OAuth2 client server authentication for a command line utility

Question

I'm working on an command line utility that requires access to a backend server over a REST API.

I'm trying to avoid implementing my own authentication mechanism and use one (or more) of the public auth services (like google, Facebook, amazon).

I am trying to make the client accept credentials and authenticate against the authentication provider and do that without asking the user go open a web browser and provide back a token. The client will be open sourced in order to avoid trust issues (i.e. the user credentials are not sent to my backend server).

I am not interested in authorization, I only care of authenticating against my backend server without having the user keep yet another set of credentials (and without sending the user credentials to my backend server).

How can I have my client authenticate with the auth provider and get a token to communicate back with my server without having the user use a web browser?

Answer 1

I realize you said "not open a web browser", but what about if that browser is on another device (e.g. their mobile?).

If that is acceptable, you can use the OAuth 2.0 for Devices approach, whereby you present the user a short alphanumeric code, which they enter on http://google.com/device to authenticate the request from another device. This OAuth flow is designed to work in environments which don't have browsers (like a command line).

To see a demo of this authentication flow in action, visit the YouTube TV site, press the ← key on your keyboard, and select Sign In.

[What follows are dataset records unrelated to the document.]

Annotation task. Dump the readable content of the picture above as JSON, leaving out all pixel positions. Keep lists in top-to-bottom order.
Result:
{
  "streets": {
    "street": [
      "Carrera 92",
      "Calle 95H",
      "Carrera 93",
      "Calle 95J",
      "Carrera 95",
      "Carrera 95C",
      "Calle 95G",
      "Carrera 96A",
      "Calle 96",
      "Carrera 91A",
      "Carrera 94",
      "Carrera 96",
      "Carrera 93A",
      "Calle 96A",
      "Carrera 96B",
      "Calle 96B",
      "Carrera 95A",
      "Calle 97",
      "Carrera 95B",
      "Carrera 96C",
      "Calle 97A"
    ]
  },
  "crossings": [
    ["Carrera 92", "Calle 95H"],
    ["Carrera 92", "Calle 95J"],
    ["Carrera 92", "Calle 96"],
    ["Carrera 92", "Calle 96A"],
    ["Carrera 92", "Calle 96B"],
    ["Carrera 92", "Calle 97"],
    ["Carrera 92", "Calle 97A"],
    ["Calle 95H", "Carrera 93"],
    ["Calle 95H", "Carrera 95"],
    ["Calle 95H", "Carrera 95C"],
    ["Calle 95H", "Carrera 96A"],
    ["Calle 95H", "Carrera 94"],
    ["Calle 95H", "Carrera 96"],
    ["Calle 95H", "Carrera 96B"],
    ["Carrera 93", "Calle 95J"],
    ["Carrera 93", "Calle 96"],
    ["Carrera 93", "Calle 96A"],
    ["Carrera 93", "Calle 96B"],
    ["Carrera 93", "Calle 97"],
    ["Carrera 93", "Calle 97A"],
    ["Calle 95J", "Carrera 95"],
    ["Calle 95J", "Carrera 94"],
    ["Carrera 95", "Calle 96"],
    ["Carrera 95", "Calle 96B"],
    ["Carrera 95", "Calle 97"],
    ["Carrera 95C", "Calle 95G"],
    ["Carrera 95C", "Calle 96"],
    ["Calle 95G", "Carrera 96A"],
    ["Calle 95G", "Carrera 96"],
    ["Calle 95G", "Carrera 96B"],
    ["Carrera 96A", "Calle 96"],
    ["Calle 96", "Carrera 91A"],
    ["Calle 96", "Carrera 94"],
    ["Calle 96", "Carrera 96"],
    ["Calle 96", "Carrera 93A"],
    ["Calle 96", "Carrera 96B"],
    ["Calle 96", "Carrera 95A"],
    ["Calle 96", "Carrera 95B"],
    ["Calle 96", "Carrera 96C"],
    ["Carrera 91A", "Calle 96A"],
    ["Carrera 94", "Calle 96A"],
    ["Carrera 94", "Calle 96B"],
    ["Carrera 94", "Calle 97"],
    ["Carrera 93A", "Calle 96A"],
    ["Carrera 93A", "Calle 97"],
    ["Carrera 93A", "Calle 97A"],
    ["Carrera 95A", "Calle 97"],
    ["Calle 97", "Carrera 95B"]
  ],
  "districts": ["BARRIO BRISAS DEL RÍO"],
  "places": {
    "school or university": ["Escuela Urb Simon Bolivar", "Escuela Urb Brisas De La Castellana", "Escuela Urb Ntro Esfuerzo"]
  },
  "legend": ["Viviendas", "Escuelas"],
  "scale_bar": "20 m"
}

It's also easy to try out yourself – create a OAuth client in the developers console (of type "installed application" -> "other"), and follow the curl examples in the docs (be sure to replace the demo code in the token request with the device_code received from the initial request to the code endpoint). Decode the resulting id_token using any of the example JWT decoders, like this one.

In your case, you should request the profile scope, which will return an id_token in the response to your token endpoint call, from which you can extract the user's Google profile id (the id token's sub field).